When I get down about these things, it can be nice to watch something that’s joyfully queer, as a reminder that for all of the external challenges, queerness is something I feel so privileged to experience. At this year’s Toronto International Film Festival, I found that feeling in a place that surprised me: the documentary programme.
I’ve watched a lot of sad gay docs over the years. Often, they’re important sad gay docs. While there’s certainly a place for that, it doesn’t really feed the soul, you know? There’s also a certain subset of queer docs directed by straight directors who don’t handle the communities they’re profiling with appropriate care. However, I’m not here to talk about those. I’m here to talk about two TIFF documentaries directed with such care by queer and trans directors, that show the joy, pain, and power of the queer experience through two distinct lenses.
The first of these docs is Summer Qamp, directed by Toronto-based filmmaker Jen Markowitz. They spent five days last summer at Camp fYrefly, an Alberta summer camp specifically for LGBTQ+ youth, and many more months before and after camp filming conversations with the campers. The resulting documentary is an intimate look at the lives of these campers, and the transformative effect of a week spent in a place where they feel totally free to be themselves.
The kids in Summer Qamp have been through some pretty tough stuff. In conversations with Marokowitz, delivered straight to camera, and through moments captured at camp, they talk about some pretty painful experiences. Markowitz takes care not to make these conversations the focal point – rather, they’re necessary pieces of context so we can understand why time at camp means so much to the campers. These conversations are offset by so much fun. We see DIY makeovers in the woods, gender-affirming clothing swaps, and a talent show where a quiet camper transforms into the camp heartthrob over the course of one killer saxophone solo.
Watching this film, I was so struck by how well these campers, all under the age of 18, know themselves and what they want. They’re still figuring themselves out – they’re teenagers, so obviously! – but they’re so thoughtful and insightful, and much further evolved on topics of gender and sexuality than most people twice their age. They seem hopeful about their future, dreaming of success and independence, and having an apartment in the city to call their own. In a time when it feels like everyone is talking about queer youth, Summer Qamp gives them the mic and lets them tell you that actually, thank you very much? If we just let them do their thing, they’ll be just fine. What a delight it is to hear that.
For more on Summer Qamp, you can listen to my interview with Jen Markowitz here:
The second queer TIFF doc you should know about is Orlando, My Political Biography, from French theorist, critic, curator, and now filmmaker Paul B. Preciado. This is a loose, playful film that toes the line between documentary, fiction, and experimental theatre production.
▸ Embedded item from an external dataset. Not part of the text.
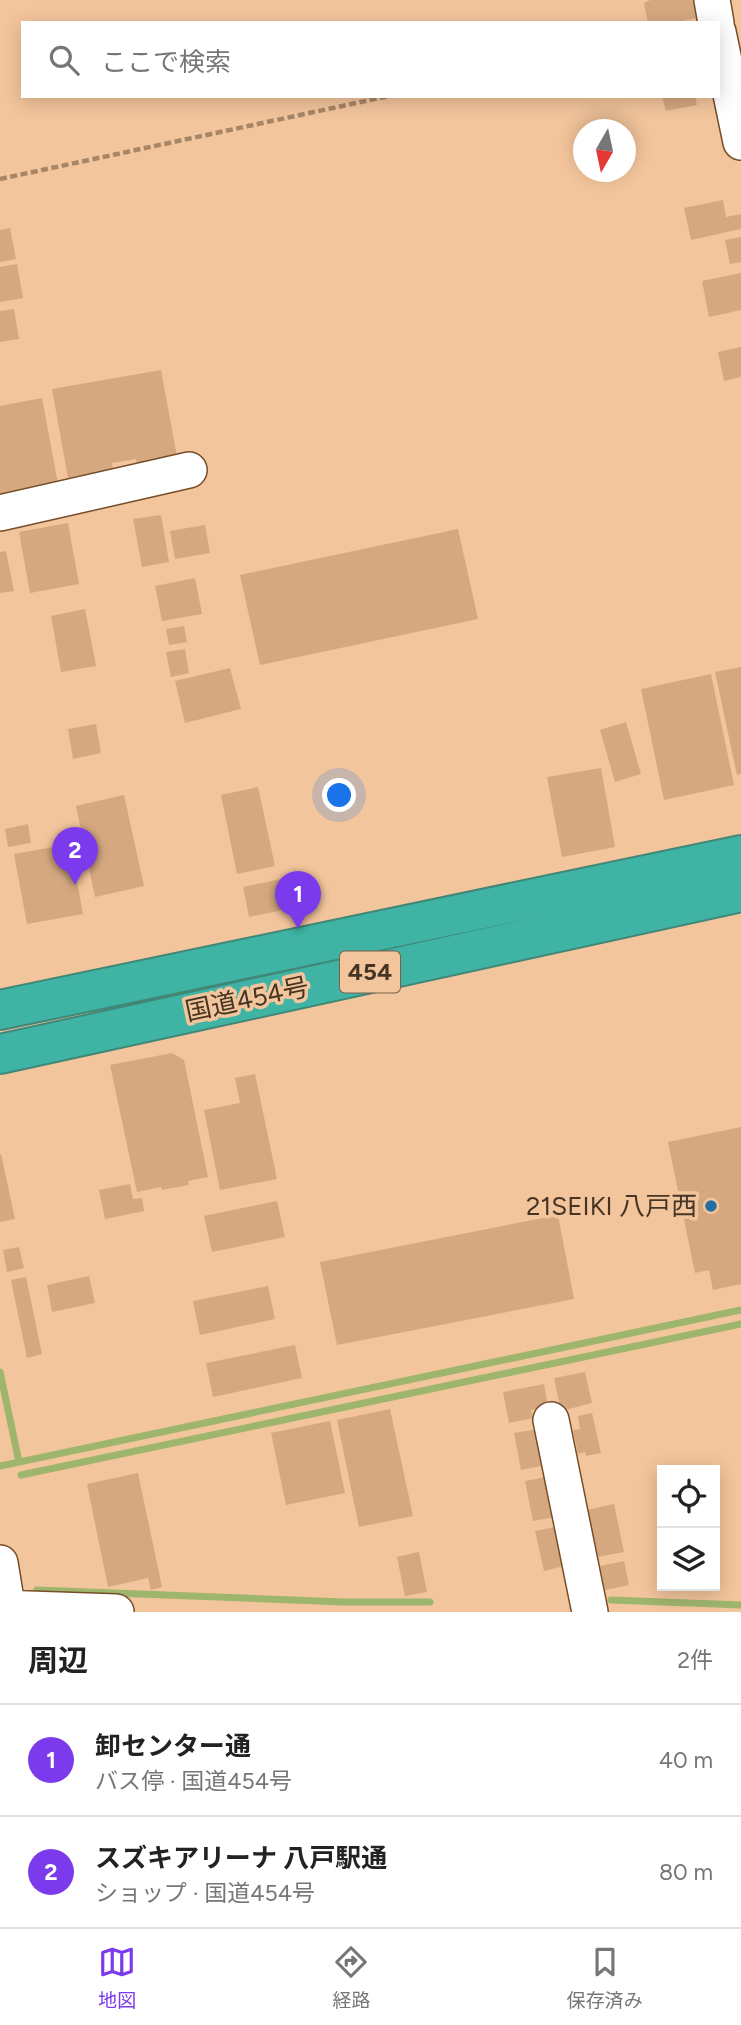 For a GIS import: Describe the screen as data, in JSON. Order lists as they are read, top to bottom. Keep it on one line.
{"streets":{"highway":["454","国道454号"]},"places":["21SEIKI 八戸西"],"north":"bottom","page":{"search":"ここで検索","pins":["2","1"],"heading":["周辺","2件"],"list":[{"mark":"1","name":"卸センター通","note":"バス停 · 国道454号","value":"40 m"},{"mark":"2","name":"スズキアリーナ 八戸駅通","note":"ショップ · 国道454号","value":"80 m"}],"nav":["地図","経路","保存済み"]}}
In speaking about the film, Paul B. Preciado says he created this as a response to various peers suggesting he write a biography. In fact, he remarked thatVigina Woolf had beaten him to the punch with her 1928 novel, Orlando: A Biography; a story that spans 400 years as it follows its shape-shifting protagonist, Orlando, who changes genders halfway through the novel. In his film, Preciado tells the story of his own transition through the lens of Orlando’s story, and invites over twenty trans and non-binary performers to join him to do the same through staged vignettes and on-camera chats. If it’s a biography, it’s an incredibly generous one.
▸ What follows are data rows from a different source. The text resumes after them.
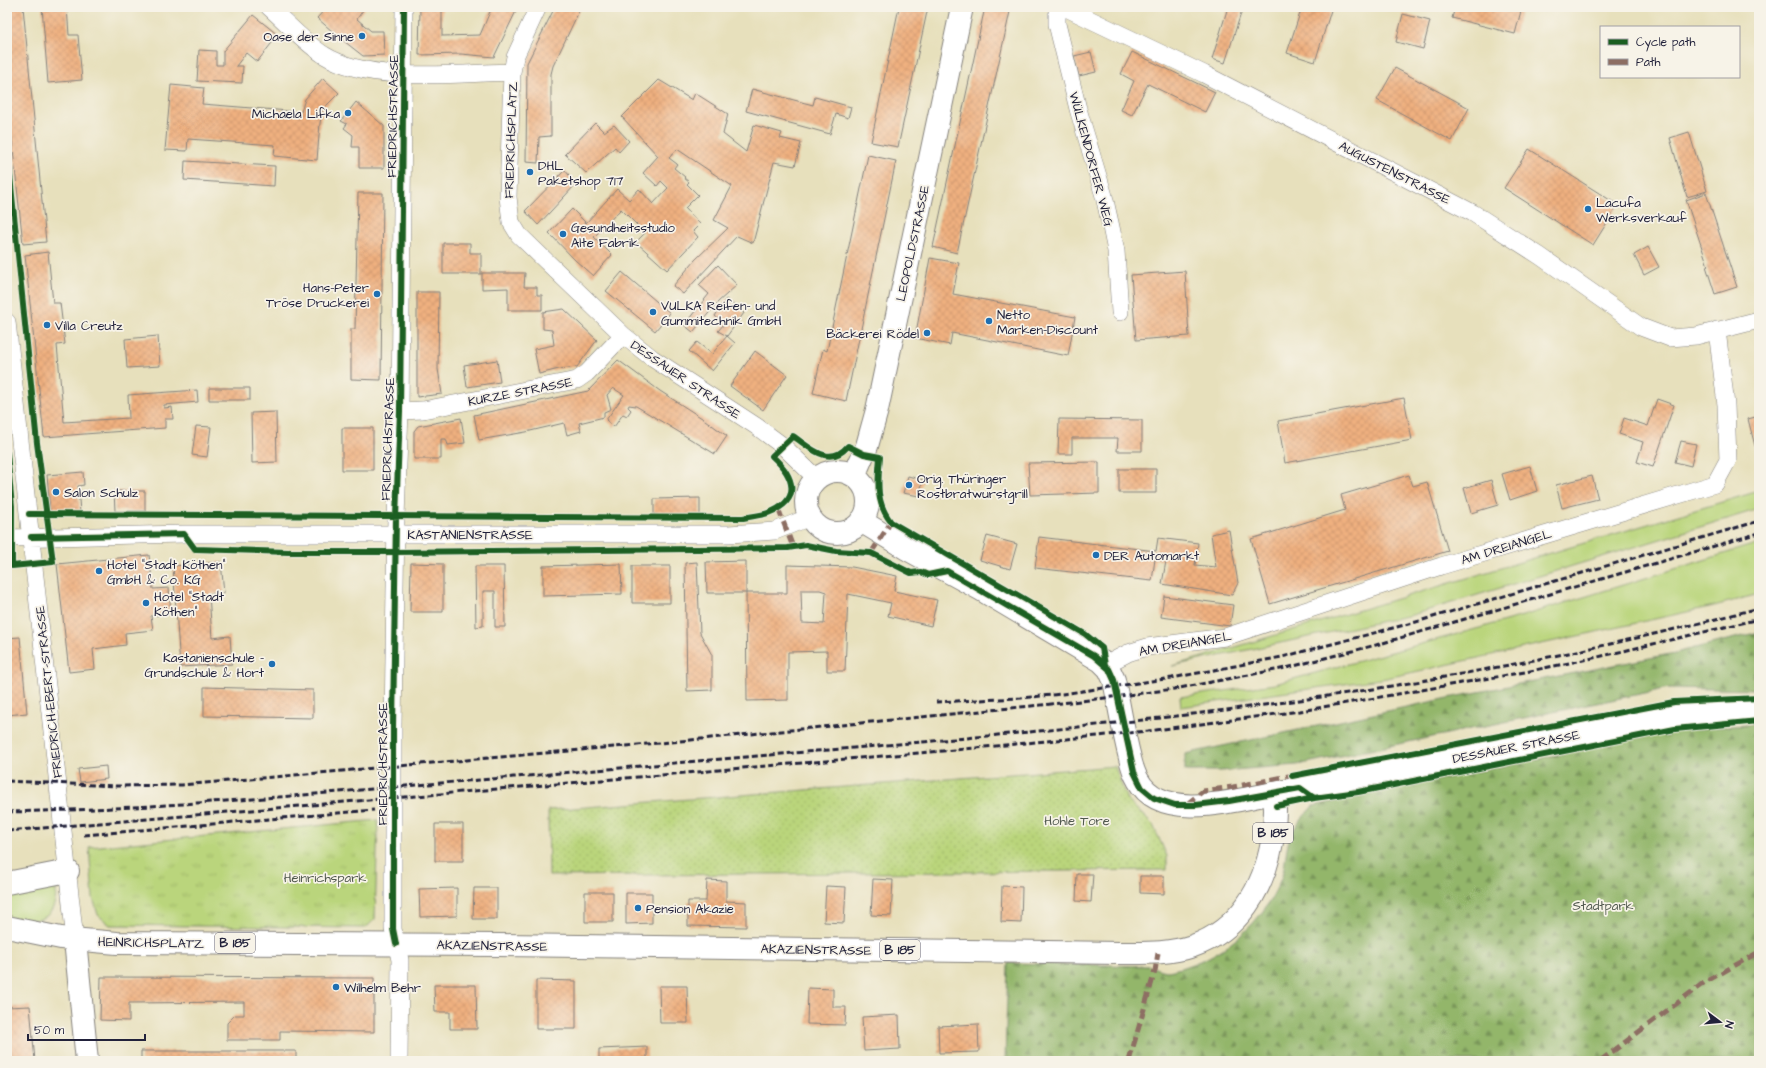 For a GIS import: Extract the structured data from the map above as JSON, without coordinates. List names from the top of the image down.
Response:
{
  "streets": {
    "main road": [
      "LEOPOLDSTRASSE",
      "DESSAUER STRASSE",
      "FRIEDRICH-EBERT-STRASSE",
      "B 185",
      "HEINRICHSPLATZ",
      "AKAZIENSTRASSE"
    ],
    "street": [
      "FRIEDRICHSTRASSE",
      "FRIEDRICHSPLATZ",
      "WÜLKENDORFER WEG",
      "AUGUSTENSTRASSE",
      "KURZE STRASSE",
      "KASTANIENSTRASSE",
      "AM DREIANGEL"
    ]
  },
  "crossings": [
    ["FRIEDRICHSTRASSE", "FRIEDRICHSPLATZ"],
    ["FRIEDRICHSTRASSE", "KURZE STRASSE"],
    ["FRIEDRICHSTRASSE", "KASTANIENSTRASSE"],
    ["FRIEDRICHSTRASSE", "HEINRICHSPLATZ"],
    ["FRIEDRICHSTRASSE", "AKAZIENSTRASSE"],
    ["FRIEDRICHSPLATZ", "DESSAUER STRASSE"],
    ["AUGUSTENSTRASSE", "AM DREIANGEL"],
    ["LEOPOLDSTRASSE", "DESSAUER STRASSE"],
    ["LEOPOLDSTRASSE", "KASTANIENSTRASSE"],
    ["DESSAUER STRASSE", "KURZE STRASSE"],
    ["DESSAUER STRASSE", "KASTANIENSTRASSE"],
    ["DESSAUER STRASSE", "AKAZIENSTRASSE"],
    ["KASTANIENSTRASSE", "FRIEDRICH-EBERT-STRASSE"],
    ["FRIEDRICH-EBERT-STRASSE", "B 185"],
    ["FRIEDRICH-EBERT-STRASSE", "HEINRICHSPLATZ"],
    ["B 185", "HEINRICHSPLATZ"],
    ["HEINRICHSPLATZ", "AKAZIENSTRASSE"]
  ],
  "parks": ["Hohle Tore", "Heinrichspark", "Stadtpark"],
  "places": [
    "Oase der Sinne",
    "Michaela Lifka",
    "DHL Paketshop 717",
    "Lacufa Werksverkauf",
    "Gesundheitsstudio Alte Fabrik",
    "Hans-Peter Tröse Druckerei",
    "VULKA Reifen- und Gummitechnik GmbH",
    "Netto Marken-Discount",
    "Villa Creutz",
    "Bäckerei Rödel",
    "Orig. Thüringer Rostbratwurstgrill",
    "Salon Schulz",
    "DER Automarkt",
    "Hotel \"Stadt Köthen\" GmbH & Co. KG",
    "Hotel \"Stadt Köthen\"",
    "Kastanienschule - Grundschule & Hort",
    "Pension Akazie",
    "Wilhelm Behr"
  ],
  "legend": ["Cycle path", "Path"],
  "scale_bar": "50 m",
  "north": "right"
}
I do feel I should note that I haven’t read Virginia Woolf’s Orlando, so I can’t totally speak to the faithfulness of Preciado’s interpretation. A friend told me that the film takes certain liberties, but I was still surprised and pleased by how well the two seem to telegraph, as they use the book as a jumping off point to explore pieces of the trans experience. The film touches on everything from the depression and dysphoria that many trans folks feel, to the challenges of navigating legal and government systems as a trans person. The lines are further blurred when the performers – all of whom introduce themselves as playing “Orlando” in this piece – shift mid-sentence from telling their own stories to telling the fictitious Orlando’s. For example, to cure one’s depression, they were recommended more rest, or perhaps to consume the gall of a salamander.
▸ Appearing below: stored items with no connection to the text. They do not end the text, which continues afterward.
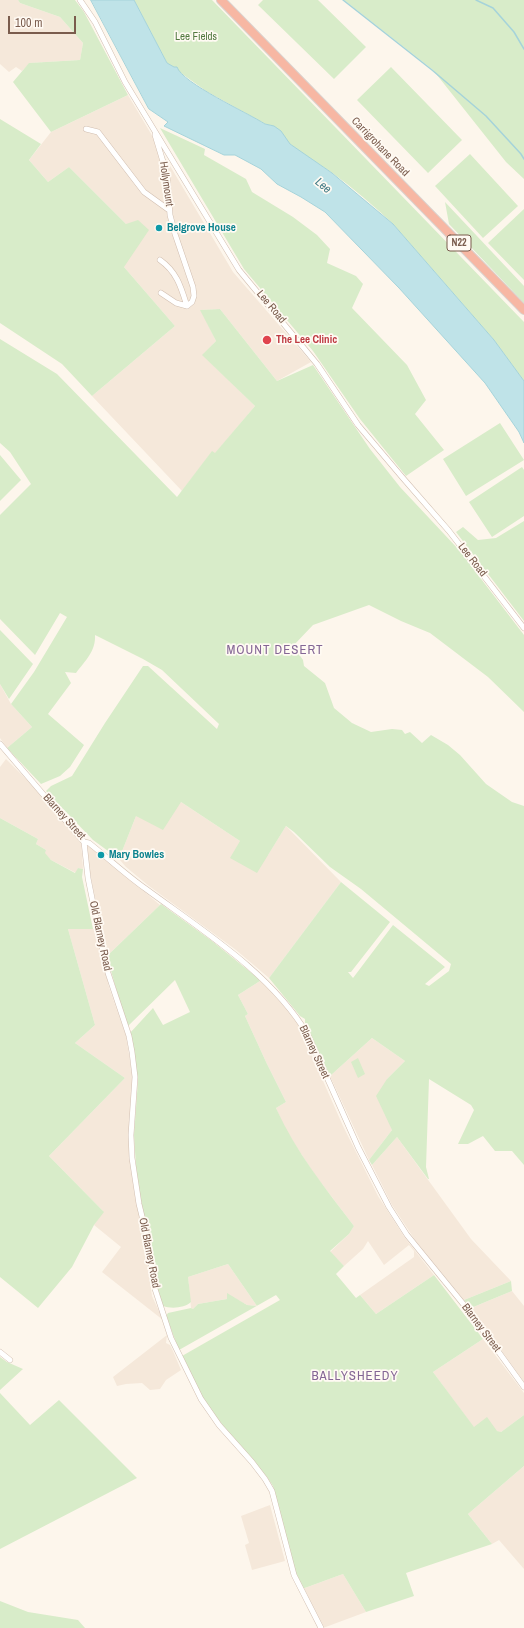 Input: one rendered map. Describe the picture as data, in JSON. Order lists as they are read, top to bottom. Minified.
{"streets":{"highway":["Carrigrohane Road","N22"],"street":["Hollymount","Lee Road","Blarney Street","Old Blarney Road"]},"crossings":[["Hollymount","Lee Road"],["Blarney Street","Old Blarney Road"]],"districts":["MOUNT DESERT","BALLYSHEEDY"],"water":["Lee"],"parks":["Lee Fields"],"places":["Belgrove House","The Lee Clinic","Mary Bowles"],"scale_bar":"100 m"} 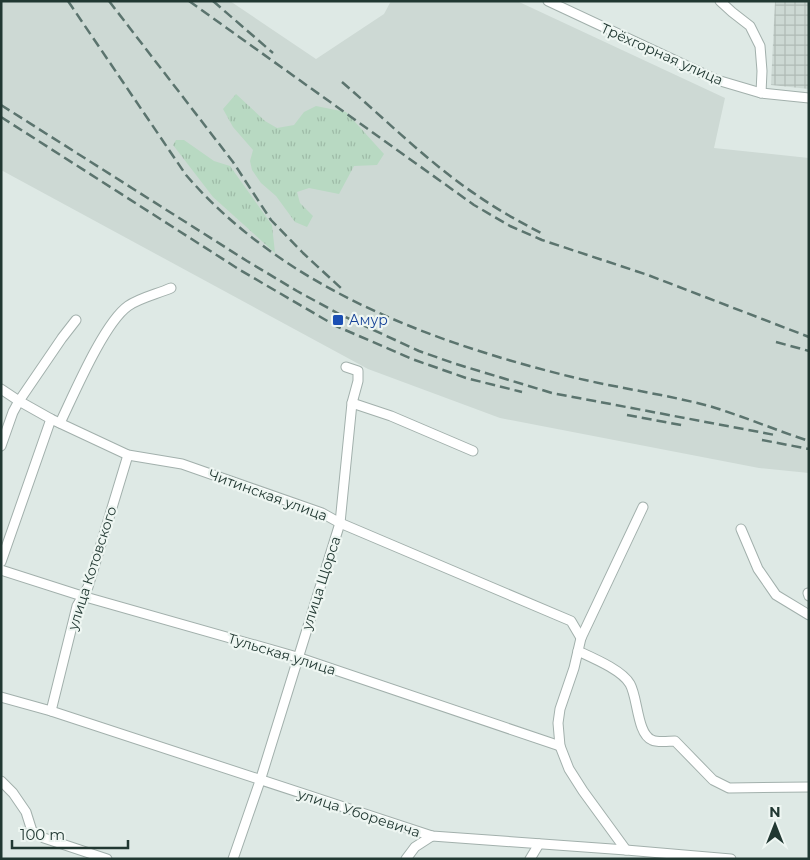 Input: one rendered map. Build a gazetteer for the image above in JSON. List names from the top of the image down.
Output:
{
  "streets": {
    "street": [
      "Трёхгорная улица",
      "Читинская улица",
      "улица Котовского",
      "улица Щорса",
      "Тульская улица",
      "улица Уборевича"
    ]
  },
  "crossings": [
    ["Читинская улица", "улица Котовского"],
    ["Читинская улица", "улица Щорса"],
    ["улица Котовского", "Тульская улица"],
    ["улица Котовского", "улица Уборевича"],
    ["улица Щорса", "Тульская улица"],
    ["улица Щорса", "улица Уборевича"]
  ],
  "places": {
    "transit": ["Амур"]
  },
  "scale_bar": "100 m",
  "north": "top"
}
Towards the end, the gambit begins to drag a bit. Some of the more factual information that’s mixed in with the personal stories might feel a little trans 101 for trans viewers, or viewers who engage with lots of trans media, bogging down meaningful personal stories. Jokes that were fresh the first few times feel played out, and the parade of Orlandos feels never-ending. As new performers appear and recount variations on similar experiences to prior Orlandos, we begin to feel like maybe we’ve heard this one before. A slightly shortened run time might have allowed the film to close with the most impactful vignettes looming large in viewers’ memories; as is, they’re occasionally drowned out by the chorus of Orlandos.
I hope these stories do stay with viewers, though. The thing that’s truly groundbreaking about Orlando, My Political Biography is the way it turns the spotlight onto trans and non-binary performers, and gives them space to be silly, honest, vulnerable, and deeply themselves. I feel lucky to have been invited to witness it.